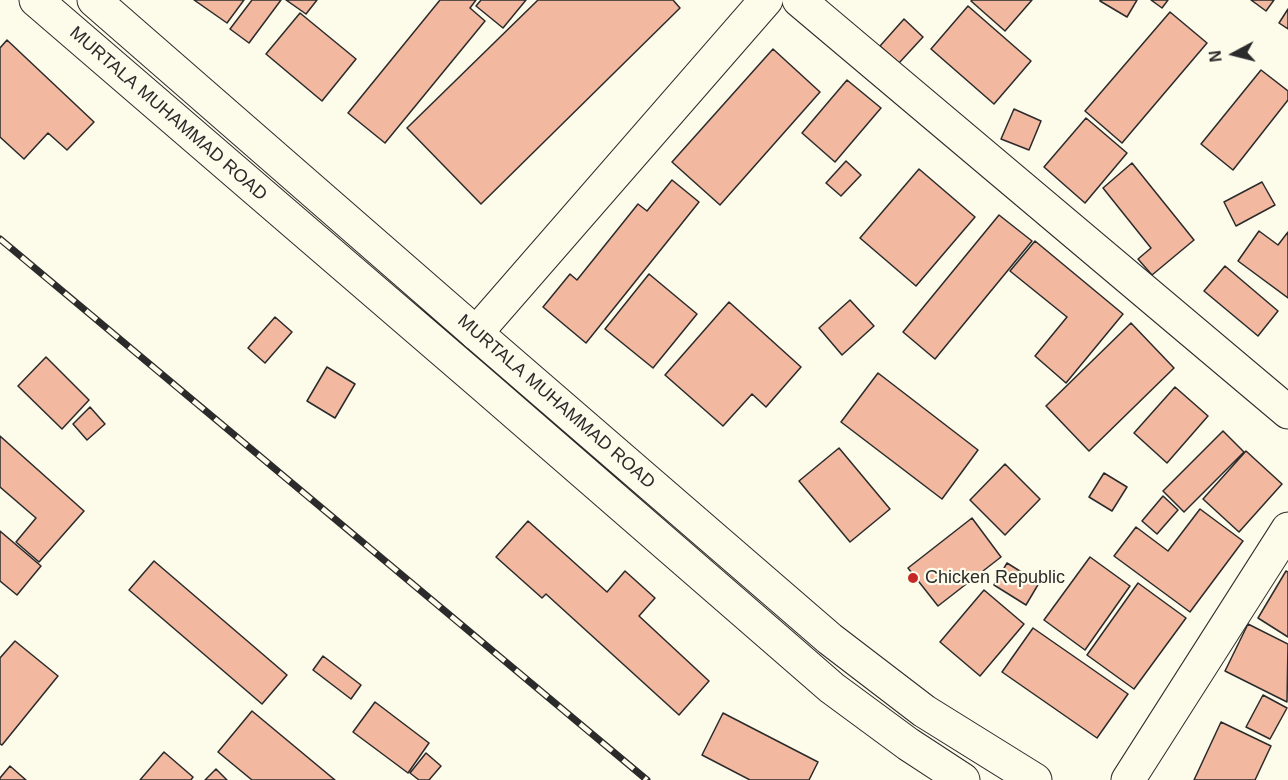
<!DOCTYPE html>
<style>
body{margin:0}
#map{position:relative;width:1288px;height:780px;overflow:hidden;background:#fdfbea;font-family:Helvetica,sans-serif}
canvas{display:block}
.north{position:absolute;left:1204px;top:24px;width:60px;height:60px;-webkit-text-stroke:4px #fdfbea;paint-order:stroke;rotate:263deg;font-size:16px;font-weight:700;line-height:24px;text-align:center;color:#2b2b2b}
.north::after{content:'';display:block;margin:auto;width:21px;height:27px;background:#2b2b2b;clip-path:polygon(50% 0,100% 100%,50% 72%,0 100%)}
</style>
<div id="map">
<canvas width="1288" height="780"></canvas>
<div class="north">N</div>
</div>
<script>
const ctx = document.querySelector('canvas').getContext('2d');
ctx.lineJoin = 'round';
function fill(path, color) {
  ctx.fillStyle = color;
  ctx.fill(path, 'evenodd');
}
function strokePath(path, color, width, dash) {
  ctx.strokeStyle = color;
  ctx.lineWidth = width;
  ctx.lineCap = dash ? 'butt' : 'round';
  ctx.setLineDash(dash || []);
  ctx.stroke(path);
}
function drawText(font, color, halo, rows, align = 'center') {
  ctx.font = font + ' Helvetica,sans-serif';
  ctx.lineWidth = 4.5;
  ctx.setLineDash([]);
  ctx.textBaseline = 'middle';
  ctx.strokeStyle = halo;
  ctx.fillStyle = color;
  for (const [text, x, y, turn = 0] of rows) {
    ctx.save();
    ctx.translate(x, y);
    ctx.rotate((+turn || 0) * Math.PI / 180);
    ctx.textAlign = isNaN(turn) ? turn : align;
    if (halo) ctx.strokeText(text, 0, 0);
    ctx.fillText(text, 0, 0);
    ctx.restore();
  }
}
const building = new Path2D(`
 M 194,0 L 244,0 L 227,23 Z
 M 252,0 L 281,0 L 249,43 L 230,29 Z
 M 286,0 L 317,0 L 306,14 Z
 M 440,0 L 476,0 L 470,8 L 485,21 L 385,143 L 348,113 Z
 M 481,0 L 526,0 L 503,28 L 476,6 Z
 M 538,0 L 673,0 L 680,8 L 481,204 L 407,128 Z
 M 972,0 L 1032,0 L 1005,31 L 971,1 Z
 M 1100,0 L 1137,0 L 1127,17 L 1100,1 Z
 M 1151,0 L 1168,0 L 1162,8 Z
 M 1251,0 L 1274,0 L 1266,11 Z
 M 968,6 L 1031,61 L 994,104 L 931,49 Z
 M 1288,9 L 1288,29 L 1279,23 Z
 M 1170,12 L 1207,43 L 1122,143 L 1085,111 Z
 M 300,13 L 356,59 L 322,101 L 266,54 Z
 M 904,19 L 923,37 L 899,63 L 880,46 Z
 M 7,40 L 94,122 L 67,150 L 48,133 L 24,159 L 0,137 L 0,48 Z
 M 773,49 L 820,92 L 720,205 L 672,162 Z
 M 1261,70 L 1288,91 L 1288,100 L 1233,170 L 1201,144 Z
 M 847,80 L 881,108 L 835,162 L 802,133 Z
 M 1014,109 L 1041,121 L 1029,150 L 1001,139 Z
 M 1086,118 L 1127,153 L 1085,203 L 1044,167 Z
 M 846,161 L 861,175 L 841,196 L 826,183 Z
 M 1132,163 L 1194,240 L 1152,275 L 1138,259 L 1151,248 L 1103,188 Z
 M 919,169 L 975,217 L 916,286 L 860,238 Z
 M 672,180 L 699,202 L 586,343 L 543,307 L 570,274 L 577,280 L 638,204 L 647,211 Z
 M 1262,182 L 1275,205 L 1236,226 L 1224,202 Z
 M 999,215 L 1032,241 L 935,359 L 903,332 Z
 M 1259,231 L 1278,245 L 1288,232 L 1288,298 L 1238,261 Z
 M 1035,241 L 1123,314 L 1066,383 L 1035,356 L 1067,317 L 1010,271 Z
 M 1225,266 L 1278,311 L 1258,336 L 1204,291 Z
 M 649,274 L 697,314 L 653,368 L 605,329 Z
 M 850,300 L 874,326 L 842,355 L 819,328 Z
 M 729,302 L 801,367 L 766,407 L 752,394 L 723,426 L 665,375 Z
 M 275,317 L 292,332 L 265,363 L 248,348 Z
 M 1131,323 L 1174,368 L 1089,451 L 1046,406 Z
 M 46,357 L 89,400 L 62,429 L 18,386 Z
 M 327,367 L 355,384 L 335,418 L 307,401 Z
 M 878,373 L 978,450 L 942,499 L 841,422 Z
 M 1175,387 L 1208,416 L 1167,463 L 1134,433 Z
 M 90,407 L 105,424 L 87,440 L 73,424 Z
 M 1223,431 L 1244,452 L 1184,512 L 1163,491 Z
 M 0,436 L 84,511 L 39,562 L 16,542 L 36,518 L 0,487 Z
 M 839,448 L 890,509 L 850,542 L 799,481 Z
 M 1246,451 L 1282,484 L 1239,532 L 1203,499 Z
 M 1005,464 L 1040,499 L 1005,535 L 970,500 Z
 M 1104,473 L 1127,487 L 1112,511 L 1089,497 Z
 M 1163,496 L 1178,510 L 1157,534 L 1142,521 Z
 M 1200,509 L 1243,541 L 1190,612 L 1114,556 L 1136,527 L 1168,551 Z
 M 972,518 L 1001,557 L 938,606 L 908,568 Z
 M 528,521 L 607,592 L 625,571 L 655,598 L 639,616 L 709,681 L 679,715 L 546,594 L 542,598 L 496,557 Z
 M 0,531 L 41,566 L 17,595 L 0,581 Z
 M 1090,557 L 1130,586 L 1085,650 L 1044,620 Z
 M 154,561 L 287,675 L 262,704 L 129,590 Z
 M 1007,563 L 1039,583 L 1026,605 L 994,585 Z
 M 1286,571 L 1288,572 L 1288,637 L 1258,618 Z
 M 1138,583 L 1186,618 L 1134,689 L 1087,655 Z
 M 984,590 L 1024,624 L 980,676 L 940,642 Z
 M 1248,624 L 1288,644 L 1287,702 L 1225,671 Z
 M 1033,628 L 1128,694 L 1097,738 L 1002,672 Z
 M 15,641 L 58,676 L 2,745 L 0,744 L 0,658 Z
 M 323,656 L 361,685 L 351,699 L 313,670 Z
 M 1263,695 L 1287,708 L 1270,739 L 1246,727 Z
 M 375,702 L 429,743 L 408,773 L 353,732 Z
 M 252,711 L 335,780 L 252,780 L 218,752 Z
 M 723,713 L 818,762 L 809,780 L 750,780 L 702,755 Z
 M 1221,722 L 1271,746 L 1255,780 L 1194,780 Z
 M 164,752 L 193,777 L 191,780 L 140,780 Z
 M 426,753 L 441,766 L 429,780 L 419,780 L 410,773 Z
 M 10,766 L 26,780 L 0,780 L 0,778 Z
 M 216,769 L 227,780 L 205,780 Z`);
fill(building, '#f2b8a0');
strokePath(building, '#2b2b2b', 1.5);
const minor = new Path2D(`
 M 799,0 L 1288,412
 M 476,333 L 766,0
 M 1128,780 L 1288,529`);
const highway = new Path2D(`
 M 36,0 L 482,384 L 832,688 L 908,744 L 963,780
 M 94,0 L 476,333 L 830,639 L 924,711 L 1035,780`);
strokePath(minor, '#2b2b2b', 35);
strokePath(highway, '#2b2b2b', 35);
strokePath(minor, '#fdfbea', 33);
strokePath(highway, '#fdfbea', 33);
const rail = new Path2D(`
 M 0,239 L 647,780`);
strokePath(rail, '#2b2b2b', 7);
strokePath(rail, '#fdfbea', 4.5, [14]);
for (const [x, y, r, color] of [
 [913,578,6,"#c62828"]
]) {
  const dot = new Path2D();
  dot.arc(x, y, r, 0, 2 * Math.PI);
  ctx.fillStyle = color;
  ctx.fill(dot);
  strokePath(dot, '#fdfbea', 2);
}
drawText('18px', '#2b2b2b', '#fdfbea', [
 ["MURTALA MUHAMMAD ROAD",168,114,41],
 ["MURTALA MUHAMMAD ROAD",556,402,41]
]);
drawText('18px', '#2b2b2b', '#fdfbea', [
 ["Chicken Republic",925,578]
], 'left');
</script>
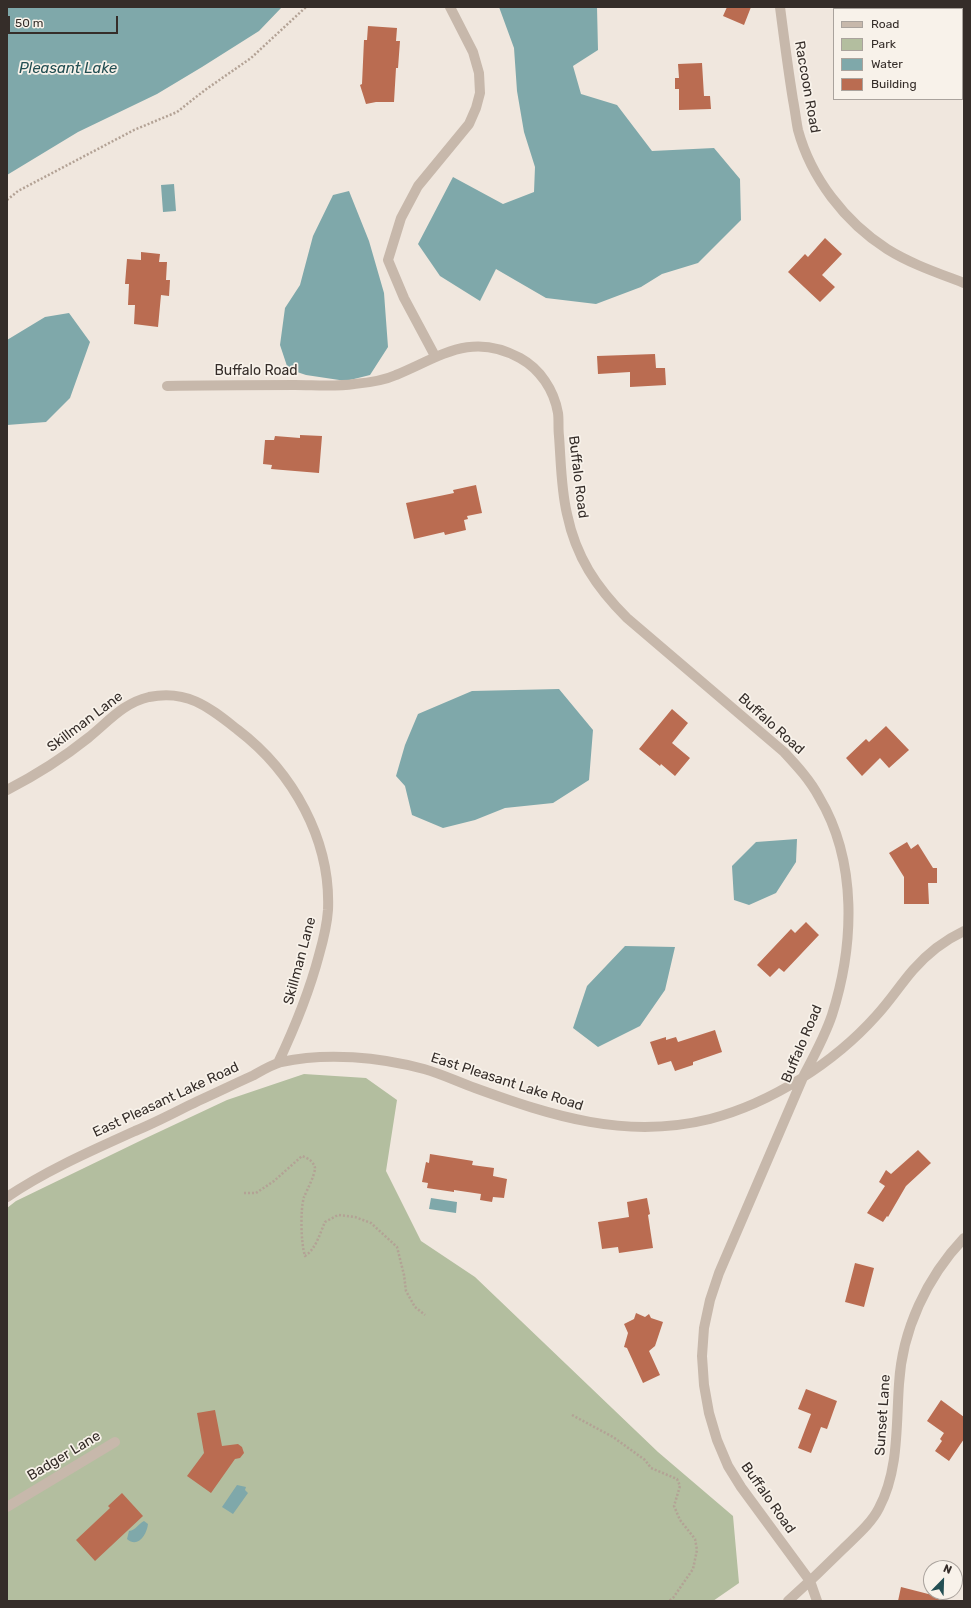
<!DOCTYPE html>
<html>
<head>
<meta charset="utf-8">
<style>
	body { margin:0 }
	#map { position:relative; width:971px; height:1608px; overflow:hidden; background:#f0e7de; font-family:Rubik,sans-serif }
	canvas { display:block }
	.frame { position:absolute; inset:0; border:8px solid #352d29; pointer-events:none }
	.legend { position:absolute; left:833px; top:8px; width:130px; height:92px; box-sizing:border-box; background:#f8f2ea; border:1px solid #aaa39d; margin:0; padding:5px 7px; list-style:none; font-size:12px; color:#352d29 }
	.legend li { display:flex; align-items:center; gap:8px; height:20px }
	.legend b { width:20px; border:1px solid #aaa39d }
	.north { position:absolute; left:923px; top:1560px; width:40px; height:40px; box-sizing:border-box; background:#f8f2ea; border:1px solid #aaa39d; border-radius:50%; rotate:23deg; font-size:11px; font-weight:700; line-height:16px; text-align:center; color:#352d29 }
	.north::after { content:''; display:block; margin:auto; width:14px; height:18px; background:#234f53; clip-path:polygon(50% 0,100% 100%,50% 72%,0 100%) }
	.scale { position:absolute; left:8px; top:16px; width:110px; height:18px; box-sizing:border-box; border:2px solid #352d29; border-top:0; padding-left:5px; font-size:12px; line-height:14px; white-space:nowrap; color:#352d29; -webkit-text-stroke:3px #f8f2ea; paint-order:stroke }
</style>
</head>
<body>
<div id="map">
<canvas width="971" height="1608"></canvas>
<div class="frame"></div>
<ul class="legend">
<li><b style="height:5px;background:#c7b8ab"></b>Road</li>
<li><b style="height:11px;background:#b3be9f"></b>Park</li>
<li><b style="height:11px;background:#7fa8aa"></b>Water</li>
<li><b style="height:11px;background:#ba6c51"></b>Building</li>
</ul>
<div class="north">N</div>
<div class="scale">50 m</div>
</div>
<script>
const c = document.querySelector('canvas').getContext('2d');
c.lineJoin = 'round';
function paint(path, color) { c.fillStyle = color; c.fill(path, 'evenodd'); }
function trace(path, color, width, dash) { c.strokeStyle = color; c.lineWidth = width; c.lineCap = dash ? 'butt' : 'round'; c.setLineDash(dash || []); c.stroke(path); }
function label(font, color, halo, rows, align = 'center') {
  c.font = font + ' Rubik,sans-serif'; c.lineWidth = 3.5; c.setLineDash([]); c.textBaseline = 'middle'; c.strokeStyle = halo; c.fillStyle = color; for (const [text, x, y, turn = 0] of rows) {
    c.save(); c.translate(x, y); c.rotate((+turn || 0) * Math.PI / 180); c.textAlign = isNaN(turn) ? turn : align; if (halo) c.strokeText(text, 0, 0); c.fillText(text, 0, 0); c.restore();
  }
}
paint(new Path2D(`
	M304,1074L366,1078L397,1100L386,1171L421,1241L475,1277L658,1452L733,1516L739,1583L713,1601H7V1208L16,1201L146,1138L227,1100Z`), '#b3be9f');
paint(new Path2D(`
	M7,7H282L259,31L202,67L157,94L78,132L7,175Z
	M499,7H597L598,50L573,66L581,94L617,105L652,151L714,148L740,179L741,220L698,263L662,274L641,287L596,304L546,298L496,269L480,301L440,276L418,244L453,177L503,204L534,192L535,167L524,132L517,91L514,48Z
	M174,184L176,211L163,212L161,185Z
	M349,191L369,241L384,293L388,347L370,375L346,381L306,375L288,369L280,345L285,308L300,285L313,236L333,195Z
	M69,313L90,342L70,398L46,422L7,425V340L45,317Z
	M559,689L593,730L589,780L553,803L505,808L475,820L443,828L412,815L405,786L396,776L405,745L418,714L472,691Z
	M797,839L796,862L776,893L749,905L734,900L732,866L756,842Z
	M625,946L675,947L665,990L640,1026L598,1047L573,1028L587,986Z
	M431,1198L457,1202L456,1213L429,1209Z
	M237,1485L246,1487L245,1490L248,1493L233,1514L222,1507Z
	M144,1521L148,1524C147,1534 138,1549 127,1539L129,1531C136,1530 138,1524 144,1521Z`), '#7fa8aa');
paint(new Path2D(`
	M727,7H751L744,25L723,16Z
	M368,26L397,28L396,41H400L398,68H396L394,102H376L366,104L360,85L362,84L364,40H367Z
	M702,63L704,96H710L711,109L679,110V89H675V78H679L678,64Z
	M825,238L842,254L822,275L835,287L820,302L788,272L805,254L808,257Z
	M141,252L160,254L159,262H167L166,280H170L169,296L161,295L158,327L134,324L135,305H128L129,284H125L127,259L141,260Z
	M655,354L656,368H665L666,385L630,387V372L598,374L597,356Z
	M300,435L322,436L319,473L271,469L272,465L263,464L265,440H274L275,436L300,438Z
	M476,485L482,513L467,516L468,519L464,520L466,530L445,535L444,532L414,539L406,503L454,493L453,490Z
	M672,709L688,723L672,743L690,758L675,776L661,764L660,766L639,749Z
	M886,726L909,750L889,768L880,758L862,776L846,758L866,739L869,742Z
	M907,842L911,849L918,844L933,868H937V883H928L929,904H904V877L889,853Z
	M806,922L819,935L784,972L779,968L770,977L757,965L791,929L795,933Z
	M715,1030L722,1052L693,1062V1065L675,1071L671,1061L658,1065L650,1042L666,1037V1040L676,1037L678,1042Z
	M918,1150L931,1163L906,1186L888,1217L887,1216L883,1222L867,1213L885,1186L879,1182L886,1170L891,1174Z
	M430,1154L473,1161L472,1165L494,1168L493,1176L507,1179L504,1198L493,1197L492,1202L480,1200L481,1194L454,1190V1192L427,1188L428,1183L422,1182L426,1162L429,1163Z
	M647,1198L650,1214L648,1215L653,1248L619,1253L618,1247L602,1249L598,1222L629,1217L627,1202Z
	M855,1263L874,1268L864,1307L845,1302Z
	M636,1313L645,1317L649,1314L651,1318L663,1322L655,1346L649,1351L660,1375L643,1383L627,1348L624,1347L628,1333L624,1324L634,1319Z
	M806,1389L837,1401L827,1429L821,1427L811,1453L798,1448L811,1414L798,1409Z
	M941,1400L964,1417V1439L949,1461L935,1451L942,1441L940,1439L944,1433L927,1421Z
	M215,1410L222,1446L238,1444L242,1447L244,1453L240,1458L235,1459L211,1493L187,1476L204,1453L197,1413Z
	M122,1493L143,1516L95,1561L76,1540L110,1508L108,1506Z
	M901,1587L940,1597L939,1601H898Z`), '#ba6c51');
trace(new Path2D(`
	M7,200L18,191L134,130L177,112L205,90L251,58L306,7
	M244,1193H256L274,1181L302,1156C308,1158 314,1162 315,1168C315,1175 307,1190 304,1197C300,1210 301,1244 305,1256C316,1249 320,1233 325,1222L338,1215L355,1217L371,1223L397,1247L404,1275L406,1291L415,1307L425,1315
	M572,1415L613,1437L645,1460L651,1468L677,1479L680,1486L674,1506L680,1520L695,1539L697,1550L693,1569L673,1598L669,1601`), '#b3a295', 2.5, [2, 2]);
trace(new Path2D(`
	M780,7C784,38 788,69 793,100C795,110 796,120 798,130C811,178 845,222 887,249C911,264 938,273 964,283
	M435,356L404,298L388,260L401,218L418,186L469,124L476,108L480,93L479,73L473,52L450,7
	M167,386C209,385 252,385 295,385C314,385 335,387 354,384C366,383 385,380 396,375C440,357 471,331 520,358C540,369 554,390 558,413C559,420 558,428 559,436C561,462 561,489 567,514C576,557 596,587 627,618L784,752C797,766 810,780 819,797C858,862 854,946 832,1015C825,1036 814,1056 804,1075L719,1273L710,1300L704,1328L702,1356L704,1385L709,1413L717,1440L728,1466L741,1487L810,1581L817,1601
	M7,790C36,775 63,758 88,738C108,722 123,703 149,697C188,689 210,708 238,730C293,772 331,840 328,910C327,925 323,941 319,955C309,993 295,1027 278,1063
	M7,1197C47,1170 91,1151 135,1131C157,1122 177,1111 198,1101C216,1093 234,1084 252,1076C261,1071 271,1065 281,1062C327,1052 379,1057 424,1069C442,1074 458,1082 475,1088C552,1116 626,1140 710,1119C771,1103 834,1063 876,1016C890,1001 900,985 913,970C927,954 945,940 964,931
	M7,1507L115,1442
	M788,1601C807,1584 825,1567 843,1549C855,1537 871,1524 879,1508C899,1470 896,1426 899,1384C902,1330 927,1277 964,1238`), '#c7b8ab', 10);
label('14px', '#352d29', '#f8f2ea', [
	["Raccoon Road",807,87,80],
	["Buffalo Road",256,371],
	["Buffalo Road",578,477,83],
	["Skillman Lane",85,722,-37],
	["Buffalo Road",771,724,42],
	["Skillman Lane",300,961,-75],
	["Buffalo Road",802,1044,-67],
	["East Pleasant Lake Road",507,1082,18],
	["East Pleasant Lake Road",166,1100,-25],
	["Sunset Lane",883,1415,-86],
	["Badger Lane",64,1456,-31],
	["Buffalo Road",768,1498,55]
]);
label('italic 15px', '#234f53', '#f8f2ea', [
	["Pleasant Lake",68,69]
]);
</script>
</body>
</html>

*-*-*

## WHAT TO DO
Copy all lines from the listing that contain "rows".

## COMPLETED EXERCISE
function drawText(font, color, halo, rows, align = 'center') {
  for (const [text, x, y, turn = 0] of rows) {
function label(font, color, halo, rows, align = 'center') {
  c.font = font + ' Rubik,sans-serif'; c.lineWidth = 3.5; c.setLineDash([]); c.textBaseline = 'middle'; c.strokeStyle = halo; c.fillStyle = color; for (const [text, x, y, turn = 0] of rows) {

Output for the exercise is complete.